Defraying the Cost of Ignorance

This week has been an instructive one for the people of Boston and, as they say, education don't come cheap.

I suspect by now everyone's heard of the ad campaign for the Aqua Teen Hunger Force movie and how it tied up the city of Boston for a day and incurred about a million dollars in expense. I have no idea how they arrived at that figure, but that would be the day's salary for some 6500 people who made $50,000 a year. If there were fewer than that involved, maybe they all got real good lunches like the movie people do.

I think some of that cost may be for shame reduction.

Until this story broke I'd never heard of theƂ  Aqua Teen Hunger Force, but I'm hardly in their demographic. I guess I'd seen Frylock around, the box of french fries guy, but I had no idea who he was, so the little guy waving his finger who caused all the fuss might have struck me as an object of curiosity had I seen him all lit up hanging from the bottom of a bridge.

I'm not sure I would have called a cop about it, but I keep forgetting that half of the US population is living in a constant state of barely-manageable fear. Had I seen one of the devices up close, again, I'm not sure I would have reported it to the authorities, but from what I've been able to gather I probably would have recognized it for what it was, a collection of LEDs.
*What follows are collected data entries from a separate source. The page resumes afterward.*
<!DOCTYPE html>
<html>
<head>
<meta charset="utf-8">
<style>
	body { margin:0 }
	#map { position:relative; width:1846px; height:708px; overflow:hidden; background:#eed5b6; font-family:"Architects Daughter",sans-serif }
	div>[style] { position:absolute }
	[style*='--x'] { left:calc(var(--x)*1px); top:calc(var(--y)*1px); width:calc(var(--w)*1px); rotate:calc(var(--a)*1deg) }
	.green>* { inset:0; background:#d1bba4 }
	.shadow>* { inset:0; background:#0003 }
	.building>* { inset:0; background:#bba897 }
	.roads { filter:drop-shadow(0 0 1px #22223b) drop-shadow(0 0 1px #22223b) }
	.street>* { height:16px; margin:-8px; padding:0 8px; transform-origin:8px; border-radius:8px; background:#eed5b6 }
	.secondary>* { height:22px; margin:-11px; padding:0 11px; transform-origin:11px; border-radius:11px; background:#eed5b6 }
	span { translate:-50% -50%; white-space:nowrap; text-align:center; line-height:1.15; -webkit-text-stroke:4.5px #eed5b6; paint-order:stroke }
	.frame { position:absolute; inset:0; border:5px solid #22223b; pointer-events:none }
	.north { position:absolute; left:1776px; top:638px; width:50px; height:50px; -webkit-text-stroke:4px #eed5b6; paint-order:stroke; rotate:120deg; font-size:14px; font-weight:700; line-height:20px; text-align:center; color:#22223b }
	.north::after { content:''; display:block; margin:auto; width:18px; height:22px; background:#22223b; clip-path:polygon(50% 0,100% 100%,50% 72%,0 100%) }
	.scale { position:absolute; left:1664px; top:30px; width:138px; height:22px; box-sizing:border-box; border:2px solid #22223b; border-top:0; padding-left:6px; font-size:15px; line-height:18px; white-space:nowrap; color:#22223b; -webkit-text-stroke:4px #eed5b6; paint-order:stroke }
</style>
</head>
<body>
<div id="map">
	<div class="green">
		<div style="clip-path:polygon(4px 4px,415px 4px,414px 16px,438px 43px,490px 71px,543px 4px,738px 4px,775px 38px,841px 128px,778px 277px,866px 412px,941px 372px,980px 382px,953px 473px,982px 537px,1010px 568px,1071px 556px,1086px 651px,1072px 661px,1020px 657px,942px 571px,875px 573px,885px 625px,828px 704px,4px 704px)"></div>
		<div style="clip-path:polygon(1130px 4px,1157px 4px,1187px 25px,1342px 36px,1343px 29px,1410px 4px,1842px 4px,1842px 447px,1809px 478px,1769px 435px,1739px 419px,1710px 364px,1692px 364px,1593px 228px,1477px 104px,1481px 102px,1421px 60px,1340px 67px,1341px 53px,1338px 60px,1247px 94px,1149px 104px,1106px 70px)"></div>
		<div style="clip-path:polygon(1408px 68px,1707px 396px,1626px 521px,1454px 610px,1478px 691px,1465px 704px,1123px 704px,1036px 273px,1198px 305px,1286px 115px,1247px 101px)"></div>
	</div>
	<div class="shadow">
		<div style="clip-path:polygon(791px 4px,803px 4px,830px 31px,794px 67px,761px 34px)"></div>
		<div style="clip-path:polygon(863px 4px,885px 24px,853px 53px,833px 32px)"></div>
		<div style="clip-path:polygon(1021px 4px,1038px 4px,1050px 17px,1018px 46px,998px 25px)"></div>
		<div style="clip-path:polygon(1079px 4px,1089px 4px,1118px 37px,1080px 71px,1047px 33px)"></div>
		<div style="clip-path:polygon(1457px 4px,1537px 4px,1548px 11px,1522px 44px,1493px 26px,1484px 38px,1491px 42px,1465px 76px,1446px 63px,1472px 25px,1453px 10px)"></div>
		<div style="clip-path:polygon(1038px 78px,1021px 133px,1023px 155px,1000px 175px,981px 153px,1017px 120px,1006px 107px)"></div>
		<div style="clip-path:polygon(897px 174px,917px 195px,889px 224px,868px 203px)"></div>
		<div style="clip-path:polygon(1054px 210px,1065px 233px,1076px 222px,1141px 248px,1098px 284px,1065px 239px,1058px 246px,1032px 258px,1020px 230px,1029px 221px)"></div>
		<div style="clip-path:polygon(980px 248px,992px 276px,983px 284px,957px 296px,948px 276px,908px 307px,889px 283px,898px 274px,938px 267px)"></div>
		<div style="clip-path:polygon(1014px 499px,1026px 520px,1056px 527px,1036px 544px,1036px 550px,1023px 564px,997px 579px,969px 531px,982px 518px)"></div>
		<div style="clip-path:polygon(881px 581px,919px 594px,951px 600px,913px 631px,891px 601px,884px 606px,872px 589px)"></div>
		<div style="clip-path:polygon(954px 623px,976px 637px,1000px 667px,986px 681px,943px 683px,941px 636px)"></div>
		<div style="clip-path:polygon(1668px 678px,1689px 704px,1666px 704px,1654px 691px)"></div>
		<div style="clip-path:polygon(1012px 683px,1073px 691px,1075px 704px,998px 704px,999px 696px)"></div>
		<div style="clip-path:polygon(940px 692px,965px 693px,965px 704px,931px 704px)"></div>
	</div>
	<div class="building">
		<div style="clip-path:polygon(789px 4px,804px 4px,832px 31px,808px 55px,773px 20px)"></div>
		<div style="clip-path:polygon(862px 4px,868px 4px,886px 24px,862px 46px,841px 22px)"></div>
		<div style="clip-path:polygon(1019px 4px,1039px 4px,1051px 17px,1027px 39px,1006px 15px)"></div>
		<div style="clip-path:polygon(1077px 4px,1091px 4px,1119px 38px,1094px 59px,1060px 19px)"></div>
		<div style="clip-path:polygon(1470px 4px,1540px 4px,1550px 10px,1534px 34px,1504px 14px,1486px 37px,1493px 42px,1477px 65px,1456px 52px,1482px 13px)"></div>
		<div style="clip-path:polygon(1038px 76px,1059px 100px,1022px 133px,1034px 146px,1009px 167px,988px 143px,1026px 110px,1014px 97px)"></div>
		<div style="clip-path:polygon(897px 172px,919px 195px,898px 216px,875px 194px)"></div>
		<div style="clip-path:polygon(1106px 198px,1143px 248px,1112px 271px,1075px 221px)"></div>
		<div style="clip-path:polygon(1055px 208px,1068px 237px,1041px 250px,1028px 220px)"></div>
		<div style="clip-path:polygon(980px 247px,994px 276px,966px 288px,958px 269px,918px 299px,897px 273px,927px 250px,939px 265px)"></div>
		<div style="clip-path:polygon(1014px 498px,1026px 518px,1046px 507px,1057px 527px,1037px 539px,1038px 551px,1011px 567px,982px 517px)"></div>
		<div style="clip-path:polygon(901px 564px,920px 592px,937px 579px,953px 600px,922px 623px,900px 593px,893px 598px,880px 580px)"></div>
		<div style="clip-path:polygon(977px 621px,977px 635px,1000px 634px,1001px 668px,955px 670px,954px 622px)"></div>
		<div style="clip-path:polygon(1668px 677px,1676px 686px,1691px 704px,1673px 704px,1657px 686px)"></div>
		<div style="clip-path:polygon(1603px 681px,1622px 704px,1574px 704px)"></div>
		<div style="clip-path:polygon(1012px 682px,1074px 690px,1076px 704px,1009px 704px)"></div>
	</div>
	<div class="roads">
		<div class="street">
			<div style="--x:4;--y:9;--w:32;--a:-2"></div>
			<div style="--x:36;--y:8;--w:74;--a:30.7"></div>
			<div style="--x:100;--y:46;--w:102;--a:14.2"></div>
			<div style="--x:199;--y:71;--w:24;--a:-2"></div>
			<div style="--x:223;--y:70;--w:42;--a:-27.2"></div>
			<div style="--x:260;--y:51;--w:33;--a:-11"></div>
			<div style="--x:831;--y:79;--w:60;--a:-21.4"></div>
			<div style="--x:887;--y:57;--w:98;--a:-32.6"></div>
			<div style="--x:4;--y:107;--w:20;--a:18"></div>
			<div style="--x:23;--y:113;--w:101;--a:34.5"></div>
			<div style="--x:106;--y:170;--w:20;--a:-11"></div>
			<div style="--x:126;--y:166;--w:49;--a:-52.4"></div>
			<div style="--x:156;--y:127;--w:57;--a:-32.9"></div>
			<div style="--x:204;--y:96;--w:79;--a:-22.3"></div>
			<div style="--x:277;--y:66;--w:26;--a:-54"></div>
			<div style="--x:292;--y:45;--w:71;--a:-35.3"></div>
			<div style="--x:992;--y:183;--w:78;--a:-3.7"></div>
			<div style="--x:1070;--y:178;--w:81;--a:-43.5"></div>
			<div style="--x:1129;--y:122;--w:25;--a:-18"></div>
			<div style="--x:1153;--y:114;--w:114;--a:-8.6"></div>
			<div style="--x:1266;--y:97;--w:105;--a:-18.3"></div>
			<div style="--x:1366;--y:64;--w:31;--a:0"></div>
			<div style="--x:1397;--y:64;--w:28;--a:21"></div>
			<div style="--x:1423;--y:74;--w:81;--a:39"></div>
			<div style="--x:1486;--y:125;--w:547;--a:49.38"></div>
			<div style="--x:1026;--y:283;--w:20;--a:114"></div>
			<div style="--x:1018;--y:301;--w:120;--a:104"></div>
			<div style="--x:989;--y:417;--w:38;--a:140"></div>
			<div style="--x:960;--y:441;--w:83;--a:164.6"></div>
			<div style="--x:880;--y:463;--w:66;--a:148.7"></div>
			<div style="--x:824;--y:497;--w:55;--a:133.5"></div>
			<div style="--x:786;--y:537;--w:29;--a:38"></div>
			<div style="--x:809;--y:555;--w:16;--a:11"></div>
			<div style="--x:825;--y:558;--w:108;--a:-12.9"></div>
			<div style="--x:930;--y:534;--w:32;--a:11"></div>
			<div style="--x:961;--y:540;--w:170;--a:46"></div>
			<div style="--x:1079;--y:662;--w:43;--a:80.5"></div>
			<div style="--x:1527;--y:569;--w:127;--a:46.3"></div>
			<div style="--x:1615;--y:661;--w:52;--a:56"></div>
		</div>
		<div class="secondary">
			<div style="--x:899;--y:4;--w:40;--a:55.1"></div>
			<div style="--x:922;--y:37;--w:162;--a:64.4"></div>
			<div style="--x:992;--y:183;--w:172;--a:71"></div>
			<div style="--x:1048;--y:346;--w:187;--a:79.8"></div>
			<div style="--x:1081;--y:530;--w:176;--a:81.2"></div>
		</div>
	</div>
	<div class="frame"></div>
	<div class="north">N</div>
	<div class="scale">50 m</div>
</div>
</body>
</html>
On Fox News, of course, they kept talking about circuit boards, which I guess also frighten their viewers. Later on, kids on the Internet dismissed it as a Light Bright, a toy I know about but was too old to play with. The truth, as usual, lays somewhere between the horrifying circuit board and some kid's toy, but I suspect it lays closer to the toy than anything else and I doubt the device was any more frightening than those message boards we used to have at work to advertise our loan rates.

Even allowing for the first person who saw this to panic and call the authorities. a person I'm sure sleeps poorly, the escalation of the event is shameful. I might have been concerned, too, but I think my response would have been closer to that of seeing a lizard in the back yard or a mouse scurry across the floor than anything else. When those things happen, I jump and am startled, but a moment later I calm down. There's the initial fear, but I think that has more to do with instinct than anything else and is out of my control. As soon as it passes, about one or two heartbeats, I'm my more usual calm self.

I might have looked more closely at the thing and recognized it for what it was. No, not an ad campaign, but a harmless bit of electrical gadgetry. From the pitctures I've seen, I haven't seen any evidence of anything bulky enough to contain any quantity of explosive big enough to do anything, but the city's response to the thing scares me more than the device itself.

Fine, Joe Citizen freaks out. That's to be expected. Not only are half the people eager to swallow ever-increasing helpings of fear, but half are below average in intelligence. What astounds me isn't Joe's reaction, but that of the Boston's finest. I'm certainly no expert, not like the members of Boston's vaunted bomb sqauad, but I can't imagine how anyone trained to deal with explosives could have taken more than a minute before shrugging his or her shoulders, laughing, and giving the "safe" sign. Sure, they don't know what it is at first, but aren't these people supposed to know more about bombs and bombing devices than, say, me?

So now the city's suing. That doesn't surpise me, but I think it's more to save face than anything else.